# EXERCISE INSTRUCTIONS:
All records are to be printed again exactly as they appear.

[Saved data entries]
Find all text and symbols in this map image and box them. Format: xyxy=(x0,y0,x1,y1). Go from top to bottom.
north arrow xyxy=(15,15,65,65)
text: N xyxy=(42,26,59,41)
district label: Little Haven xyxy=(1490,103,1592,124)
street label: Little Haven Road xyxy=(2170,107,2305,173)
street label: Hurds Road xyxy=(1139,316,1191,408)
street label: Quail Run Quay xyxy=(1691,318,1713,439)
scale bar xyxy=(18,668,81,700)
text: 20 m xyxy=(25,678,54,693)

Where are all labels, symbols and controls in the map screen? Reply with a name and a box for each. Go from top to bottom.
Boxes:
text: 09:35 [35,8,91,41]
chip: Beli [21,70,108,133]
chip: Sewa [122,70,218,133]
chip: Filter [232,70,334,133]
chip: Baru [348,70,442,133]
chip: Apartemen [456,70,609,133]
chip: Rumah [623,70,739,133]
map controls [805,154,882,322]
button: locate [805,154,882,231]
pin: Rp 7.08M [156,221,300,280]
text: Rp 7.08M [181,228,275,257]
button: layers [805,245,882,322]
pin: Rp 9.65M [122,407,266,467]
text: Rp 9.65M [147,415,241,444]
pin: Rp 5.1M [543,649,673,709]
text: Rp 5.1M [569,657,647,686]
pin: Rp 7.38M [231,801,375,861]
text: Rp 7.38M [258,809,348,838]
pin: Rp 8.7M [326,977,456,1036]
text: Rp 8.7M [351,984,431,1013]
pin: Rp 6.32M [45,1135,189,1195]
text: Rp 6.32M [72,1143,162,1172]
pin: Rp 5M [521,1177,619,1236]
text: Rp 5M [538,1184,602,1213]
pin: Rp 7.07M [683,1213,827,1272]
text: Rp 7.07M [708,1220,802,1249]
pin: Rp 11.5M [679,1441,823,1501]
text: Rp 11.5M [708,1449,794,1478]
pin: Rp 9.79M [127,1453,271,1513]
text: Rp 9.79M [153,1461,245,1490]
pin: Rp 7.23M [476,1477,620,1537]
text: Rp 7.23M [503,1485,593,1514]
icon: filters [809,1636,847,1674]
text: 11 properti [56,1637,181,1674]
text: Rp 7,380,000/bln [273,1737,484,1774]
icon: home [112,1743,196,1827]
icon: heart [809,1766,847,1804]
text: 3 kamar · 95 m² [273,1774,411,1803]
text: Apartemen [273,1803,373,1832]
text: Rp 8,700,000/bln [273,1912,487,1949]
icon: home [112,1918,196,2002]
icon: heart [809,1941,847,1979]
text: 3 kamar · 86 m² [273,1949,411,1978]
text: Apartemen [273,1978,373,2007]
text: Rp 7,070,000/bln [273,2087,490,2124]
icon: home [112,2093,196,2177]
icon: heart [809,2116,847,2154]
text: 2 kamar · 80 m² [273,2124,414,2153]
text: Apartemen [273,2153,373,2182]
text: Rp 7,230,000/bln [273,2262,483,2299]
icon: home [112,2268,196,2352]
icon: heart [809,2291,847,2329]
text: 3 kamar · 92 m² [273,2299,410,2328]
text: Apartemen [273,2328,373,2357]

# SOLUTION FOR THIS PROBLEM:
Find all text and symbols in this map image and box them. Format: xyxy=(x0,y0,x1,y1). Go from top to bottom.
north arrow xyxy=(15,15,65,65)
text: N xyxy=(42,26,59,41)
district label: Little Haven xyxy=(1490,103,1592,124)
street label: Little Haven Road xyxy=(2170,107,2305,173)
street label: Hurds Road xyxy=(1139,316,1191,408)
street label: Quail Run Quay xyxy=(1691,318,1713,439)
scale bar xyxy=(18,668,81,700)
text: 20 m xyxy=(25,678,54,693)

Where are all labels, symbols and controls in the map screen? Reply with a name and a box for each. Go from top to bottom.
Boxes:
text: 09:35 [35,8,91,41]
chip: Beli [21,70,108,133]
chip: Sewa [122,70,218,133]
chip: Filter [232,70,334,133]
chip: Baru [348,70,442,133]
chip: Apartemen [456,70,609,133]
chip: Rumah [623,70,739,133]
map controls [805,154,882,322]
button: locate [805,154,882,231]
pin: Rp 7.08M [156,221,300,280]
text: Rp 7.08M [181,228,275,257]
button: layers [805,245,882,322]
pin: Rp 9.65M [122,407,266,467]
text: Rp 9.65M [147,415,241,444]
pin: Rp 5.1M [543,649,673,709]
text: Rp 5.1M [569,657,647,686]
pin: Rp 7.38M [231,801,375,861]
text: Rp 7.38M [258,809,348,838]
pin: Rp 8.7M [326,977,456,1036]
text: Rp 8.7M [351,984,431,1013]
pin: Rp 6.32M [45,1135,189,1195]
text: Rp 6.32M [72,1143,162,1172]
pin: Rp 5M [521,1177,619,1236]
text: Rp 5M [538,1184,602,1213]
pin: Rp 7.07M [683,1213,827,1272]
text: Rp 7.07M [708,1220,802,1249]
pin: Rp 11.5M [679,1441,823,1501]
text: Rp 11.5M [708,1449,794,1478]
pin: Rp 9.79M [127,1453,271,1513]
text: Rp 9.79M [153,1461,245,1490]
pin: Rp 7.23M [476,1477,620,1537]
text: Rp 7.23M [503,1485,593,1514]
icon: filters [809,1636,847,1674]
text: 11 properti [56,1637,181,1674]
text: Rp 7,380,000/bln [273,1737,484,1774]
icon: home [112,1743,196,1827]
icon: heart [809,1766,847,1804]
text: 3 kamar · 95 m² [273,1774,411,1803]
text: Apartemen [273,1803,373,1832]
text: Rp 8,700,000/bln [273,1912,487,1949]
icon: home [112,1918,196,2002]
icon: heart [809,1941,847,1979]
text: 3 kamar · 86 m² [273,1949,411,1978]
text: Apartemen [273,1978,373,2007]
text: Rp 7,070,000/bln [273,2087,490,2124]
icon: home [112,2093,196,2177]
icon: heart [809,2116,847,2154]
text: 2 kamar · 80 m² [273,2124,414,2153]
text: Apartemen [273,2153,373,2182]
text: Rp 7,230,000/bln [273,2262,483,2299]
icon: home [112,2268,196,2352]
icon: heart [809,2291,847,2329]
text: 3 kamar · 92 m² [273,2299,410,2328]
text: Apartemen [273,2328,373,2357]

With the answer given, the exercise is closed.